## ACTIVITY
The lines from the start of the data through the line containing "Map reading. Build" are to be reproduced exactly, both ends included.

***** DATA FOR THIS EXERCISE

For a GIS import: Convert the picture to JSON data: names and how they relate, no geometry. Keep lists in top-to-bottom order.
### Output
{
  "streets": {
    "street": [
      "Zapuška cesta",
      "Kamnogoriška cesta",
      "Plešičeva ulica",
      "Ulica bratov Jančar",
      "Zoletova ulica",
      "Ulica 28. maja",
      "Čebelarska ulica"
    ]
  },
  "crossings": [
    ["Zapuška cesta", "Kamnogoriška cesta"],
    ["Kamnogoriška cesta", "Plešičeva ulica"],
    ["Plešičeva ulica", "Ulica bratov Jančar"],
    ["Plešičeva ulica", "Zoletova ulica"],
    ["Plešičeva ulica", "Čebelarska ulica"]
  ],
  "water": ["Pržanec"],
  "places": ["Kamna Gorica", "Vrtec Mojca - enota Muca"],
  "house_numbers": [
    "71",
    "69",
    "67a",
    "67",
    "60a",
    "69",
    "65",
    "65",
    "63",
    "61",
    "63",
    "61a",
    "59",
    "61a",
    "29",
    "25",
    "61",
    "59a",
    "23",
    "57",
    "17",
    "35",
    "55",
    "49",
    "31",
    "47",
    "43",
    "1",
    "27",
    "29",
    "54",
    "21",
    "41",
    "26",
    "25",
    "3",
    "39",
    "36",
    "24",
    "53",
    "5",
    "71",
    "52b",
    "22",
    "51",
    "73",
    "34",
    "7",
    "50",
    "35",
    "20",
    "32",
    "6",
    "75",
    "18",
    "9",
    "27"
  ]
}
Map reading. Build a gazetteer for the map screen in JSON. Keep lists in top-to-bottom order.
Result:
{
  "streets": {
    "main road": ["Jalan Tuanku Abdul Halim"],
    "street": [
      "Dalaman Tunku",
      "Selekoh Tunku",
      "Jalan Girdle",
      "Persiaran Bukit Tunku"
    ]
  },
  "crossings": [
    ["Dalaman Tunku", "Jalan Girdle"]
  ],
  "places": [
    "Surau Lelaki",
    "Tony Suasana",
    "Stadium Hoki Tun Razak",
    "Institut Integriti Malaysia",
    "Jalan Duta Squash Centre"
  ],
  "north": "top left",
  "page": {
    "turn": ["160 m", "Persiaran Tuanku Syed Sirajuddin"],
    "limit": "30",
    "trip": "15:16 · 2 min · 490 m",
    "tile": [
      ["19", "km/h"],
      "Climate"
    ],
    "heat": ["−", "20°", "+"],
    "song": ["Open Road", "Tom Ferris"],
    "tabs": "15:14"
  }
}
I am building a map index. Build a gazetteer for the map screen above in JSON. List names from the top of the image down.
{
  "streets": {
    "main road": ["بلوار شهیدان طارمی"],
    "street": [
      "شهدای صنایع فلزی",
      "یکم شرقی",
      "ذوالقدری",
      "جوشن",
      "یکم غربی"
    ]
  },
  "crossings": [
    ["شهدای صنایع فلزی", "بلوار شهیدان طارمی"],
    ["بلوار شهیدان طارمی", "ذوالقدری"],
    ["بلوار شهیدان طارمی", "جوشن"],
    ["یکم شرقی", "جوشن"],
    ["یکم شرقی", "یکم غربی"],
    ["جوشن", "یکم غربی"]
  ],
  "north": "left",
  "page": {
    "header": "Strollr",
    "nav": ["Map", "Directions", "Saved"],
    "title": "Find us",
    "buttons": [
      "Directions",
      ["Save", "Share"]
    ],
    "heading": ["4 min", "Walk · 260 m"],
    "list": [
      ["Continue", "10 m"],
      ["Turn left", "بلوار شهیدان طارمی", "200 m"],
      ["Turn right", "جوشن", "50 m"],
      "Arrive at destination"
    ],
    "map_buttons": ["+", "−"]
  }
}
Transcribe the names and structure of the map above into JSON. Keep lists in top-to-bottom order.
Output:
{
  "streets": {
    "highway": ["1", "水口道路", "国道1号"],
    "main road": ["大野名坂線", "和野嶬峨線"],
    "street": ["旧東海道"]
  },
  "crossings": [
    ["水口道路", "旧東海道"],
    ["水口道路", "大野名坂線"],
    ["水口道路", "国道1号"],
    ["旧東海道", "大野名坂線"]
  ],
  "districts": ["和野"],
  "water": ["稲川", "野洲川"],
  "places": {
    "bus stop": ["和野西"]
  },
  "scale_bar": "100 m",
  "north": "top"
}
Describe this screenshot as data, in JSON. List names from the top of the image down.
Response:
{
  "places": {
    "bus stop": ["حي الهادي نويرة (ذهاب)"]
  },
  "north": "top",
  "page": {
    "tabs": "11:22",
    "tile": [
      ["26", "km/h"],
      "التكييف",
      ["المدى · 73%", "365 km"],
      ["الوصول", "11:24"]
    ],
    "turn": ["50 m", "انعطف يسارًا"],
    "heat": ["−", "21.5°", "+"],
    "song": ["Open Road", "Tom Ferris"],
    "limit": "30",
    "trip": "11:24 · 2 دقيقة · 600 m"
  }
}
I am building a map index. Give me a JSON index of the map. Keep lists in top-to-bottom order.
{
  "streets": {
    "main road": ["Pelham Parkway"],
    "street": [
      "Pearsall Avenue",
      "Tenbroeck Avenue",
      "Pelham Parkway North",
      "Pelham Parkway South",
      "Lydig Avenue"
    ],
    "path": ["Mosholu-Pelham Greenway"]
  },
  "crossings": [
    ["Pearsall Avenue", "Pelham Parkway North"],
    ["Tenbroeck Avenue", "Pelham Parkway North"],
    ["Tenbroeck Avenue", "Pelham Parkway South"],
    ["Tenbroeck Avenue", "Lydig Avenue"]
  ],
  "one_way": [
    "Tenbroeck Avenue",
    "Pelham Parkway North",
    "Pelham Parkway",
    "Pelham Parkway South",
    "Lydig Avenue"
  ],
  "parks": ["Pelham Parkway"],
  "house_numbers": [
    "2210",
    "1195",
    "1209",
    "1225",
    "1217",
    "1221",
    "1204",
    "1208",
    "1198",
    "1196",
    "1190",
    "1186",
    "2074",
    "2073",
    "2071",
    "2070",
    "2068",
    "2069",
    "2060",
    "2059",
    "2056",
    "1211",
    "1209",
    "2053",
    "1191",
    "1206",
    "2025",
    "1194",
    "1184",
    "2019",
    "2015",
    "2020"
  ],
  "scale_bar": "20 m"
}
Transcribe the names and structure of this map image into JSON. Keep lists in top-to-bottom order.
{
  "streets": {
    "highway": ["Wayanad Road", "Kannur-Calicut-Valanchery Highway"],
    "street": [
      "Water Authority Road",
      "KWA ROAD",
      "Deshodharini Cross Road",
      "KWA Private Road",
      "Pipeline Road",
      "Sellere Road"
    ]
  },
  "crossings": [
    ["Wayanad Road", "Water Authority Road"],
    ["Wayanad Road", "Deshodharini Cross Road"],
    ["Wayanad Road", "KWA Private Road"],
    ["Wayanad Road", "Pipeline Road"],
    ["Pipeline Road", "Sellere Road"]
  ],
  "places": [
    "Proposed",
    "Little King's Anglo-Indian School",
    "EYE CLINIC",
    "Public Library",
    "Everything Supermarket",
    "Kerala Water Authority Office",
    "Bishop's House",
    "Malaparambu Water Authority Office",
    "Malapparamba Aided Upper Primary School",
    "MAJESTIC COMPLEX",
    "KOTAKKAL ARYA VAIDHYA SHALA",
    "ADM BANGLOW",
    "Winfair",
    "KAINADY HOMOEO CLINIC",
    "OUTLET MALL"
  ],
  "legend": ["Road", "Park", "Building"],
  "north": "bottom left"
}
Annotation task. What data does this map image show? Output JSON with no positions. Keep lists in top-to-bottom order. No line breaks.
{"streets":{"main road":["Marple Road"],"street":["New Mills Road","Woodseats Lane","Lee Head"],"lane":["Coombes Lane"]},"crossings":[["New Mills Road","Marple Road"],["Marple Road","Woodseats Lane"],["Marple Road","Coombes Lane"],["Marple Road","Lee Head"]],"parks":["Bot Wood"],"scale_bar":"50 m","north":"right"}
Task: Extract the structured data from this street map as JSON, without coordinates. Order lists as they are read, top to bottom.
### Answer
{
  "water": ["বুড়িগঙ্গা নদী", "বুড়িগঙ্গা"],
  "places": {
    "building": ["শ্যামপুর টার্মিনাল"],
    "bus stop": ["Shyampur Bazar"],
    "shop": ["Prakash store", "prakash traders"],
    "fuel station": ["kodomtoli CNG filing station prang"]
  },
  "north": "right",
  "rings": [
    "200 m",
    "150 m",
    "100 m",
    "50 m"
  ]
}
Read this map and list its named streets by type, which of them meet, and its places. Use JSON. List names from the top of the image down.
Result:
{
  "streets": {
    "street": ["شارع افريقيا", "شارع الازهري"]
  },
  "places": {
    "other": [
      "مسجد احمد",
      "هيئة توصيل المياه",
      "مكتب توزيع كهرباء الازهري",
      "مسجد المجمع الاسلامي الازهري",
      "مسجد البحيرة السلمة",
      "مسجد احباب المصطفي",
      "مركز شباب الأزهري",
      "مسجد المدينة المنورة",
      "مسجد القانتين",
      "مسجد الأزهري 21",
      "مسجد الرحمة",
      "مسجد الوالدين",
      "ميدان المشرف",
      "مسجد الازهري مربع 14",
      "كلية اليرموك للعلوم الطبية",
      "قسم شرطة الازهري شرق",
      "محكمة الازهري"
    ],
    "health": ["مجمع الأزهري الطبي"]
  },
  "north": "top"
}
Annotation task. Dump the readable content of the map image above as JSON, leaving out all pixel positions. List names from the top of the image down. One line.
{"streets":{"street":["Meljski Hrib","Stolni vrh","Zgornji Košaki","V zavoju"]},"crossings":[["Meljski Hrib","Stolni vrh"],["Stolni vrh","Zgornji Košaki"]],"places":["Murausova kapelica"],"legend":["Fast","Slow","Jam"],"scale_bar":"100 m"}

**********

## ANSWER
For a GIS import: Convert the picture to JSON data: names and how they relate, no geometry. Keep lists in top-to-bottom order.
### Output
{
  "streets": {
    "street": [
      "Zapuška cesta",
      "Kamnogoriška cesta",
      "Plešičeva ulica",
      "Ulica bratov Jančar",
      "Zoletova ulica",
      "Ulica 28. maja",
      "Čebelarska ulica"
    ]
  },
  "crossings": [
    ["Zapuška cesta", "Kamnogoriška cesta"],
    ["Kamnogoriška cesta", "Plešičeva ulica"],
    ["Plešičeva ulica", "Ulica bratov Jančar"],
    ["Plešičeva ulica", "Zoletova ulica"],
    ["Plešičeva ulica", "Čebelarska ulica"]
  ],
  "water": ["Pržanec"],
  "places": ["Kamna Gorica", "Vrtec Mojca - enota Muca"],
  "house_numbers": [
    "71",
    "69",
    "67a",
    "67",
    "60a",
    "69",
    "65",
    "65",
    "63",
    "61",
    "63",
    "61a",
    "59",
    "61a",
    "29",
    "25",
    "61",
    "59a",
    "23",
    "57",
    "17",
    "35",
    "55",
    "49",
    "31",
    "47",
    "43",
    "1",
    "27",
    "29",
    "54",
    "21",
    "41",
    "26",
    "25",
    "3",
    "39",
    "36",
    "24",
    "53",
    "5",
    "71",
    "52b",
    "22",
    "51",
    "73",
    "34",
    "7",
    "50",
    "35",
    "20",
    "32",
    "6",
    "75",
    "18",
    "9",
    "27"
  ]
}
Map reading. Build a gazetteer for the map screen in JSON. Keep lists in top-to-bottom order.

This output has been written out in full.